19 February 2014

In the last months I participated to the course about Reactive Programming on Coursera. It was a great course, and quite hard too in several parts. I quite liked learning and playing with the Akka Actor System architecture: I appreciated the focus on resilience via supervision strategies, I liked the Actor abstraction and how strongly it resembles OOP in many ways (I would say that is more object oriented than classes in many object oriented languages) and I enjoyed the possibility to use routers to factor out big processes to many parallel (and possibly distributed) actors.

During one of the exercises, while trying to use the ask pattern in a distributed system with faulty communication I ended up writing a small reusable snippet of code that allows retrying the same communication a specified number of times before failing in case of timeout in receiving the response as follows:

val f: Future[Any] = target.askretry(message, nOfAttempts, attemptsRate)

But let’s start with a brief introduction to the ask pattern…

About actor communication

Actor communication is usually asynchronous and thus unconfirmed; a message is usually sent by an actor as follows:

// Using the operator !
target ! message
// Not using the ! operator
target.tell(message)

At this point the running actor doesn’t have any clue on whether or not the message will be delivered or processed. The good thing is that it doesn’t have to block either and it can proceed to doing other things (e.g. serving the next message). This is all fine until you consider some real-life use cases where you want an answer to be actually delivered to the running actor.

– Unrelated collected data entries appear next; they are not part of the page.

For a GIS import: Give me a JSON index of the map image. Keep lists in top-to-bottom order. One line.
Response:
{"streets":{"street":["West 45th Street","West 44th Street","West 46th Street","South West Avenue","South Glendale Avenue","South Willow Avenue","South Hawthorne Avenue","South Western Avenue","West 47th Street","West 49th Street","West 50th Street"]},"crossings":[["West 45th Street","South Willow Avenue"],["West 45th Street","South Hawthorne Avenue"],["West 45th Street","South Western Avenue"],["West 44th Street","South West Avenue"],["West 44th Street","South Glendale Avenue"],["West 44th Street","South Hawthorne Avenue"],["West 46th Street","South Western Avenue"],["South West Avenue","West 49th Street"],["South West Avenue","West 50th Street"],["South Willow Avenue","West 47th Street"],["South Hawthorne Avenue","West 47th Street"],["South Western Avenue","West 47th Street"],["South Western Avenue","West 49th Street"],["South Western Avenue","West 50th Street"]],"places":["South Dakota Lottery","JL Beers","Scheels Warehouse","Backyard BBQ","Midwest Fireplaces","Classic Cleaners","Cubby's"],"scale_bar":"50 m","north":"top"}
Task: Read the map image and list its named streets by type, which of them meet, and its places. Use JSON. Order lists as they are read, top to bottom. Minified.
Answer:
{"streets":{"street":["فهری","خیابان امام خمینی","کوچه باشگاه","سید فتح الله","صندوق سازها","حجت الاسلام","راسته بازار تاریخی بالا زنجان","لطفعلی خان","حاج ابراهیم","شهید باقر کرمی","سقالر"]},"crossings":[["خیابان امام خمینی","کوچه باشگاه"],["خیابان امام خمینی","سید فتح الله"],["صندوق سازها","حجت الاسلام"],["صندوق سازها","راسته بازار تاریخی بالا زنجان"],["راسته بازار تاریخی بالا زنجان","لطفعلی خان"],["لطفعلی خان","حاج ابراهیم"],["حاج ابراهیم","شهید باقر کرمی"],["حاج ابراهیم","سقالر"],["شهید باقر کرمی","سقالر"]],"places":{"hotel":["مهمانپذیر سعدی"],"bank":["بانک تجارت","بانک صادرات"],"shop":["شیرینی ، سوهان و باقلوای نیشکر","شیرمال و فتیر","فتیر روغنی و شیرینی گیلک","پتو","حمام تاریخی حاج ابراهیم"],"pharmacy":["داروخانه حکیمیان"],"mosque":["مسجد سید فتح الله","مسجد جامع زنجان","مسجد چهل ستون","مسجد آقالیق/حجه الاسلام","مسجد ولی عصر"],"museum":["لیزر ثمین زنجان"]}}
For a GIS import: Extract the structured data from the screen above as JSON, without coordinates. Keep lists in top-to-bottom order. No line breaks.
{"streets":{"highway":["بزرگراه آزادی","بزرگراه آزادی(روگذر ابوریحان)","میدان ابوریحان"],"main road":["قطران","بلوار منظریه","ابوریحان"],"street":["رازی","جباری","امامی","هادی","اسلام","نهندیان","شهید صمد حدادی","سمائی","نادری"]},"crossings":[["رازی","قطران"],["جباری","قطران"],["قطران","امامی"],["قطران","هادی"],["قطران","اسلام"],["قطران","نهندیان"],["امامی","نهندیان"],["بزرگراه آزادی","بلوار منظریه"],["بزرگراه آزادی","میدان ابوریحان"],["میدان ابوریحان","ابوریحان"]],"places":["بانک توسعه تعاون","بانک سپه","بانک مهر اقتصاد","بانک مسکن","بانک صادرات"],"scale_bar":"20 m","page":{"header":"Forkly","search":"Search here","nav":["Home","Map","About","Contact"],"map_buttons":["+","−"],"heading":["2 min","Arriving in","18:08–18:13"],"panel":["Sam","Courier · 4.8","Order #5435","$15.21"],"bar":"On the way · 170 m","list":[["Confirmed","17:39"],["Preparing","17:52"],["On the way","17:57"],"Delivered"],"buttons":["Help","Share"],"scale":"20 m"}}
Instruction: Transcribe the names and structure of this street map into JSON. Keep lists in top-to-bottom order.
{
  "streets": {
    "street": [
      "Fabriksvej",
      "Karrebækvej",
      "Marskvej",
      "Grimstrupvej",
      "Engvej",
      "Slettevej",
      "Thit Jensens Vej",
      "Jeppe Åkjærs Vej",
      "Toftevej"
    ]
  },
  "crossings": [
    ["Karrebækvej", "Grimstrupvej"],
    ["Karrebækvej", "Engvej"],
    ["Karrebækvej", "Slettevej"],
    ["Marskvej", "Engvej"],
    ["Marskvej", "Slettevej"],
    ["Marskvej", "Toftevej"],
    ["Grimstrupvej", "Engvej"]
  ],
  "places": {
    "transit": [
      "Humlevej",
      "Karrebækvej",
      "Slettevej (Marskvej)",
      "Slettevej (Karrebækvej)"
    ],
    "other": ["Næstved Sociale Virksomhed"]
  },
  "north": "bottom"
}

An example scenario could be one where you have a CalculatorActor which does some long computation and a ClientActor who is asking for the computation and interested in its result. It could be possible to model this scenario by storing in the client actor the identifiers of all messages that need an answer and have the calculator send results for the calculations along with the message identifiers. This is not too hard to implement but there is a lot of ceremony involved for a quite common scenario, so Akka designers provided an implementation of this pattern in their library.

Enter the ask pattern

Let’s imagine we have the scenario above and let’s write an incredibly powerful calculator actor:

case class Calculate(id: Int, x: Int, y: Int)
case class Result(id: Int, res: Int)

class CalculatorActor(target: ActorRef) extends Actor {
  def receive: Actor.Receive = {
    case Calculate(id: Int, x: Int, y: Int) => sender ! Result(id, x + y)
  }
}

Surprisingly enough this will accept messages encapsulating two integers and return at a certain point in the future a result that contains their sum. A client of this will at some point ask for some data by doing something like:

// As an actor attribute
var pendingCalcs = Map.empty[Int, Calculate]

// In the receive
val id = ... // generate an unique id for the calculation
val x, y = ... // some values we need to sum

val msg = Calculate(id, x, y)
pendingCalcs = pendingCalcs + msg // Store the pending request somewhere
calculatorRef ! msg

Since there is no guarantee of when the response is going to come from the CalculatorActor we are forced here in storing the message in a structure (e.g. a map) and update it when receiving the result:

// ...
case Result(id, res) =>
  pendingCalcs.get(id) match {
    case Some(_, x, y) => println(s"$x + $y = $res")
    case None => ... // Some error reporting to notify the unexpected message
  }

This could work, but the machinery is tedious and we are forced into using mutable state; the solution provided by the creators of Akka is the ask pattern. It is enabled by importing akka.pattern.ask into scope and it works in the client code as follows:

// We need an implicit timeout for the response to come back
implcit val to = Timeout(1.seconds)
// We also need an execution context, we can use the actor system dispatcher
implicit val ec = context.system.dispatcher

val id = ... // generate an unique id for the calculation
val x, y = ... // some values we need to sum

val f = (calculatorRef ? Calculate(id, x, y)).mapTo[Result]
// same as val f = calculatorRef.ask(Calculate(id, x, y)).mapTo[Result]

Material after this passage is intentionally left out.